Bastino due immagini a far correre il brivido lungo la schiena di chi non c’era, e a rinnovare la gratitudine intellettuale in chi sedeva tra il pubblico del chiostro: la Ninfa che si culla lenta sull’altalena, regolare sul discendere ciclico del tetracordo, mentre un uomo nero e senza volto le imbianca i capelli a molli colpi di pettine; l’insospettato tappeto sul tavolato scenico che, sollevato, schiude alla vista gli inferi infuocati e le donne ingrate prigioniere tra le fiamme: miracoli di drammaturgia e scenotecnica che insidiano, con una visione profetica e una spesa di due lire, le più memorabili prodezze nel teatro della meraviglia.

Dal formicolio dei movimenti mimici al sanguigno realismo del ballo, mirabile è non solo il lavoro del coreografo Riccardo Olivier e dei danzatori della Fattoria Vittadini, ma anche il disinvoltissimo coinvolgimento scenico di cantanti sbalzati a piena consapevolezza attoriale. Deliziosamente sbarazzino l’Amore di Graziana Palazzo, convenientemente matronale la Venere di Anna Bessi. Nell’ostica ed estesa parte di Plutone si scopre Eugenio Di Lieto: forbito nel fraseggio, divertito nel gesto, nero nel timbro, smaltato nell’emissione, sarcastico nel porgere. Gli assi della Ninfa e dell’Ingrata, con i relativi capitali lamenti, toccano entrambi a Cristina Fanelli, che li rende tanto più struggenti con la fragrante naturalezza della prosodia e la disarmante semplicità espressiva. Le stesse doti si estendono alle altre nel coro delle Ingrate: Ilaria Bellomo, Arianna Rinaldi e Antonia Fino; nonché al trio che commenta le sorti della Ninfa: con Di Lieto stesso, i tenori Yasushi Watanabe e Raffaele Feo.

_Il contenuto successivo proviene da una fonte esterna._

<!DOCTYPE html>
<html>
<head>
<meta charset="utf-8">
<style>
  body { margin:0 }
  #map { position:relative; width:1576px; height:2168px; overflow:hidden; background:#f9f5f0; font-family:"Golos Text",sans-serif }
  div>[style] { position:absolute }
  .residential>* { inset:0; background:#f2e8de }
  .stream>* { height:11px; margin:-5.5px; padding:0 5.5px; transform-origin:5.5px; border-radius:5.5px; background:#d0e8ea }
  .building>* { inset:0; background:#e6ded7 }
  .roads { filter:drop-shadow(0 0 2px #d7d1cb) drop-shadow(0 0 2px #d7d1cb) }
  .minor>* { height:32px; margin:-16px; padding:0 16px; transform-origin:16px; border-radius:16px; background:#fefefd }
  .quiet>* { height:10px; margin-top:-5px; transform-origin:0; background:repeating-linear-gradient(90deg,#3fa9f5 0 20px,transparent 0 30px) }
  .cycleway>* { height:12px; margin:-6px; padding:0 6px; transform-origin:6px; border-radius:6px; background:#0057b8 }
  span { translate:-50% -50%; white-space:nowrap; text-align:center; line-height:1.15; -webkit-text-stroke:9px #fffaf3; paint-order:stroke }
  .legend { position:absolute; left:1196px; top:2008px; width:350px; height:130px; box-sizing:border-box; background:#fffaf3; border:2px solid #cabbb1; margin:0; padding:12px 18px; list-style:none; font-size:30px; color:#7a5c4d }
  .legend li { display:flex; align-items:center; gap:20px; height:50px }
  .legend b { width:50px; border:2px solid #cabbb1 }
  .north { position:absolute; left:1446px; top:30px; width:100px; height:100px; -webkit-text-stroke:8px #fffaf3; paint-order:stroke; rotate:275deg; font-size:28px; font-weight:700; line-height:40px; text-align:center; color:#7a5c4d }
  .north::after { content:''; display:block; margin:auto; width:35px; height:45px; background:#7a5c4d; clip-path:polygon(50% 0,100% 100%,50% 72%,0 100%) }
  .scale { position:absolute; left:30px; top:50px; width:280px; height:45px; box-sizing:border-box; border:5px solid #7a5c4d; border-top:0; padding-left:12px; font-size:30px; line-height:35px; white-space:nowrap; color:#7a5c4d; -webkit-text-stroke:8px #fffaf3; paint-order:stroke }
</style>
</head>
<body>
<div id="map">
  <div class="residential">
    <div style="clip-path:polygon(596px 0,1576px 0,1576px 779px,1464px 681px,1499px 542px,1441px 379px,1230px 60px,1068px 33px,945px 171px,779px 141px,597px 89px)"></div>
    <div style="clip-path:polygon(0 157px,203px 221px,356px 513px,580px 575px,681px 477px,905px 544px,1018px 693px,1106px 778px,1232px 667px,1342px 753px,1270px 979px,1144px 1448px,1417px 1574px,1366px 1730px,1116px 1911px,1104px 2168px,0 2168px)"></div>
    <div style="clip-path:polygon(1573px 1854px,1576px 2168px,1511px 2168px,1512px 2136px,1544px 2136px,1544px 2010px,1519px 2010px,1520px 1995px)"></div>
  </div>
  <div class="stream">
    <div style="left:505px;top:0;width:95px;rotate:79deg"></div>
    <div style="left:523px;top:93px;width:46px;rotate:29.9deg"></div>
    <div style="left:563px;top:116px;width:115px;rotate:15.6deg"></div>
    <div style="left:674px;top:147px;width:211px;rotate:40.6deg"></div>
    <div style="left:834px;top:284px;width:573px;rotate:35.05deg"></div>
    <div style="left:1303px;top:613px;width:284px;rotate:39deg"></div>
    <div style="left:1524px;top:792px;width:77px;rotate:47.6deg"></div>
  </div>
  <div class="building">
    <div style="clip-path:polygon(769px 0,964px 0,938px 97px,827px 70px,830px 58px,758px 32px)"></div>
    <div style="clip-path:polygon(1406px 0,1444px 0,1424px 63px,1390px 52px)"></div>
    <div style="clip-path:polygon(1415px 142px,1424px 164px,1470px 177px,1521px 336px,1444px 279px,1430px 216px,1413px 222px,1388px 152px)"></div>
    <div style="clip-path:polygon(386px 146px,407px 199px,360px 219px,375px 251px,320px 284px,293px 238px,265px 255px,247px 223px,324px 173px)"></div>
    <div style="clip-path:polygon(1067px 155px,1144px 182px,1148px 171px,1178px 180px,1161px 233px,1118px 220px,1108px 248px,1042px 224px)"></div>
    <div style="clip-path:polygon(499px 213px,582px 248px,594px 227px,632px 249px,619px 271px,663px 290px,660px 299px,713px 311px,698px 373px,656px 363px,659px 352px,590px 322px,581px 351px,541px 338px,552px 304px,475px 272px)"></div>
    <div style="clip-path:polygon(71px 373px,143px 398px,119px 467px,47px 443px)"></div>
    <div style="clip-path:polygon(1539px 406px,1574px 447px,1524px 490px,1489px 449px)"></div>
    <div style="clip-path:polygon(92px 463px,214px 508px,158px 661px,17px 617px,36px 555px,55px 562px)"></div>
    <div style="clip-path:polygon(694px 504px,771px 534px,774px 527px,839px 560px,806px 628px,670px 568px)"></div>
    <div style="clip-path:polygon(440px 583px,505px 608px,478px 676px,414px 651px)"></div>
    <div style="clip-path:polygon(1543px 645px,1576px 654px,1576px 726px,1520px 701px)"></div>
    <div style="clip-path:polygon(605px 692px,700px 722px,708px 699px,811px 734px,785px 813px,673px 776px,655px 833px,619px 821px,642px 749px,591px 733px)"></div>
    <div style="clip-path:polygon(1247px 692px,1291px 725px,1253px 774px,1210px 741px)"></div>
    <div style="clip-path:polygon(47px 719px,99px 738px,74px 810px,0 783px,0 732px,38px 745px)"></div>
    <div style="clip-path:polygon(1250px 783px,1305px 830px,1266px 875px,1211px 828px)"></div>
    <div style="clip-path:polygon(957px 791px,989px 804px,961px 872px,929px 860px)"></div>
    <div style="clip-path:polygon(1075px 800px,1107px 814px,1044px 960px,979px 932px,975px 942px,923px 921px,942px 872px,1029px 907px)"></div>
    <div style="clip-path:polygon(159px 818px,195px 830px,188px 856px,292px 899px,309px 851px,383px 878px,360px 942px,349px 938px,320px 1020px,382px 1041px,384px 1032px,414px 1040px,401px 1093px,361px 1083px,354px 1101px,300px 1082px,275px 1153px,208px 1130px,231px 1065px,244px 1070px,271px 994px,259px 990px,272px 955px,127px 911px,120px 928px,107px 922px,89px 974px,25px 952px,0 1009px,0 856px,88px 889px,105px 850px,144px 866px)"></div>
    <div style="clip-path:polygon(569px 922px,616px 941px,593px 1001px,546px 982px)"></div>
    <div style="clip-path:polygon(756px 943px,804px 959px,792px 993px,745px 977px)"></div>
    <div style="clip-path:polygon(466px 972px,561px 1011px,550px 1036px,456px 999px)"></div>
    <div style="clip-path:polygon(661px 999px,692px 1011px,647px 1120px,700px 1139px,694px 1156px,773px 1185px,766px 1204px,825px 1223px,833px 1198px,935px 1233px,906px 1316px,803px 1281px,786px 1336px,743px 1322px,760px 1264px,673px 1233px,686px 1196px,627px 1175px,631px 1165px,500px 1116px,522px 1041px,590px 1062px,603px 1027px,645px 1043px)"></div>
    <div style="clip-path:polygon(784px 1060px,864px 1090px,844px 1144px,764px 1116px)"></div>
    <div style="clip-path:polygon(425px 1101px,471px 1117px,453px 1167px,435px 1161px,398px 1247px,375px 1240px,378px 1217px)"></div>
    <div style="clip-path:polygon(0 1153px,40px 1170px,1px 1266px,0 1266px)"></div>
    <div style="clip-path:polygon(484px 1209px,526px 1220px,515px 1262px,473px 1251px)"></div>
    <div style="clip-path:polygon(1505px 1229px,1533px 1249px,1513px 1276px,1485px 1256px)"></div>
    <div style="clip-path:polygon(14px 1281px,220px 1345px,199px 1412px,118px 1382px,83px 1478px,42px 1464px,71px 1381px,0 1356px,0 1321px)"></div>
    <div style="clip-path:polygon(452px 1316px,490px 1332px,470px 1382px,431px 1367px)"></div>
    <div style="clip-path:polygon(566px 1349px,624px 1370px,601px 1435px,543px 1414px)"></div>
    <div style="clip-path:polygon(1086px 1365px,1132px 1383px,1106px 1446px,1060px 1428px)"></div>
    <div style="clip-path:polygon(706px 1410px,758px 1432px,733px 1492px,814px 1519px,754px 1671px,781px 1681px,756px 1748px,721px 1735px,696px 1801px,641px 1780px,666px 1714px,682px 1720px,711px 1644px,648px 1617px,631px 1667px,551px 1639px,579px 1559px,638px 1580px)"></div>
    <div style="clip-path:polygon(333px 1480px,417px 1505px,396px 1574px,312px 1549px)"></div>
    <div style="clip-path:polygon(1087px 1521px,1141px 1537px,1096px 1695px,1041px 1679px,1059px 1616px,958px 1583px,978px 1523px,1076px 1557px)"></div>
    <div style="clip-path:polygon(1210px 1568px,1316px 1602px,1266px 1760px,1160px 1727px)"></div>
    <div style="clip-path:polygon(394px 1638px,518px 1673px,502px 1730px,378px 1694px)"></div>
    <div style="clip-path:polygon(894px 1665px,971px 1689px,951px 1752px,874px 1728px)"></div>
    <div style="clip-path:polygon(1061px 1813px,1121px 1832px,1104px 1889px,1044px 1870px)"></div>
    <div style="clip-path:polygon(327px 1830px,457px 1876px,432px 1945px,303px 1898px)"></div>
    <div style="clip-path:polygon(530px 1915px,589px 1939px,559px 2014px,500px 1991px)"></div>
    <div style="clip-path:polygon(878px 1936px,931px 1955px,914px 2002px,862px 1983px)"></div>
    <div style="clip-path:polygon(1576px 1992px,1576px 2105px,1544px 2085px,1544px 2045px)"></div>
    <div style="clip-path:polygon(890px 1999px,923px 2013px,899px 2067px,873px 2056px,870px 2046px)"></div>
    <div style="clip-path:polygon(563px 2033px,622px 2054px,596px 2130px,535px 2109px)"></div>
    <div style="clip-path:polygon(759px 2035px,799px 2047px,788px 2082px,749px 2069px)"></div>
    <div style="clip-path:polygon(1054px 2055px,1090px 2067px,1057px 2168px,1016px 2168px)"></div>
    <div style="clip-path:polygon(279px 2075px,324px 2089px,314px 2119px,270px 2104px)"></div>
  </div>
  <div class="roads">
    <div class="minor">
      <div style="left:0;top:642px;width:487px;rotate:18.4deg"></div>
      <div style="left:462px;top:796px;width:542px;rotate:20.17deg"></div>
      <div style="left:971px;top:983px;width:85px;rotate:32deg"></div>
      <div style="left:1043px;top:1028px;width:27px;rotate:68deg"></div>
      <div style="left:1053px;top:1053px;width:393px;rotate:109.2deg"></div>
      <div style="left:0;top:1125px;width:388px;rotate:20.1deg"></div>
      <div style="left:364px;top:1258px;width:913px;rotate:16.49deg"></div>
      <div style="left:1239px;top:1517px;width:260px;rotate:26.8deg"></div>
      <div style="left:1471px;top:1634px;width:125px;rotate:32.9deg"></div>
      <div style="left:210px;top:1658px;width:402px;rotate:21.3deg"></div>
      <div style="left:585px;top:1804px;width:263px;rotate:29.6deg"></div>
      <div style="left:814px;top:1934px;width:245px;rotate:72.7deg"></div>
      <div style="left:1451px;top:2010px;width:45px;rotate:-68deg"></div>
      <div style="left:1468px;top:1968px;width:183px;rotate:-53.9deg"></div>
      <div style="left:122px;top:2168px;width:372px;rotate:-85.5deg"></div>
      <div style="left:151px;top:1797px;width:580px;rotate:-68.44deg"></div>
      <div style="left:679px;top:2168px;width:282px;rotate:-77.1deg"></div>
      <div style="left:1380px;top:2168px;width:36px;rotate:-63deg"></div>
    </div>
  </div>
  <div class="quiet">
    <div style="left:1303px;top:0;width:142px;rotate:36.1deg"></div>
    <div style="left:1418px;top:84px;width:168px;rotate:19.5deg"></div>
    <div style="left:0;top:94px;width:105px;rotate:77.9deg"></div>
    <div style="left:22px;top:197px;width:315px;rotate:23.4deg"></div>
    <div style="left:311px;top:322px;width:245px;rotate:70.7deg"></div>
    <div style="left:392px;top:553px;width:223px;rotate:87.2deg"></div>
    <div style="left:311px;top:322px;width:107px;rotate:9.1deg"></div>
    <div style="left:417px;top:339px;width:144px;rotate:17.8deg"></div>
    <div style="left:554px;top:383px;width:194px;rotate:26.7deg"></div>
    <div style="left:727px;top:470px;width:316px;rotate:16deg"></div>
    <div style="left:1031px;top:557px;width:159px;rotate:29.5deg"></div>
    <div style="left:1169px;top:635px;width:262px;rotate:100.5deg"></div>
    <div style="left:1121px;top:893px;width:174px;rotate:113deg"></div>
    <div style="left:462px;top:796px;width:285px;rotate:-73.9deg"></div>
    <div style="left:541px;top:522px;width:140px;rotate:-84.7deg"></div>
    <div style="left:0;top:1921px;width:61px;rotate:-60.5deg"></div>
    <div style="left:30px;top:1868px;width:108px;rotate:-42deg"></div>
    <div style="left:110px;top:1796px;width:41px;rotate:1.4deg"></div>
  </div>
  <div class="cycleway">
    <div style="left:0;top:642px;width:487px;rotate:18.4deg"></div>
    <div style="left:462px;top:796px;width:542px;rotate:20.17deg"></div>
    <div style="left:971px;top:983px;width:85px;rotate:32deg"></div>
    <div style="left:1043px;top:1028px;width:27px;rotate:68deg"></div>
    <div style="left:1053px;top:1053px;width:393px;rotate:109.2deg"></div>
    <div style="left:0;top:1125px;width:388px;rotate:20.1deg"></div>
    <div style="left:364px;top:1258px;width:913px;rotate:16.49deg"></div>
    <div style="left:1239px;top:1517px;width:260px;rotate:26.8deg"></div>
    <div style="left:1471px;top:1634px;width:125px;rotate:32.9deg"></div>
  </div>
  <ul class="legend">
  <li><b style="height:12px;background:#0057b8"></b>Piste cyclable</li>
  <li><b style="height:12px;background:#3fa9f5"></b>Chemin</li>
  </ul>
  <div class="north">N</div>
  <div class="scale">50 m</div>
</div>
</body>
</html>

Come concertatore alla testa dell’Ensemble barocco del Festival della Valle d’Itria, Antonio Greco fissa del resto il suo più alto merito nella preparazione dei cantanti: l’obiettivo retorico di ciascuna frase è millimetricamente messo a punto, né si perde una sola parola. Piace che egli interpoli un paio di sinfonie di Salomone Rossi, contemporaneo di Monteverdi, con ciò assecondando anche disposizioni del Divino Claudio stesso (per esempio in apertura del Ballo delle Ingrate); piace meno che inserisca, anacronisticamente, il Plainte di Louis de Caix d’Hervelois, più tardo d’un secolo e alieno nello stile. Fa sbuffare il musicologo quando, nella ricerca calligrafica, fa muovere in arpeggi consonanti il basso continuo sotto il lamento dell’Ingrata, che dovrebbe invece rimanere fermo in un accordo dissonante mentre la voce cerca di sfuggire alla sua forza d’attrazione. Ma gli si vuole complicemente bene quando, con rapida mossa ai registri dell’organo, sottolinea con lo zolfo del regale la parola inferno, e un attimo dopo la parola cielo con l’incenso del principale: gocce di sapienza madrigalismatica in uno spettacolo impossibile da dimenticare.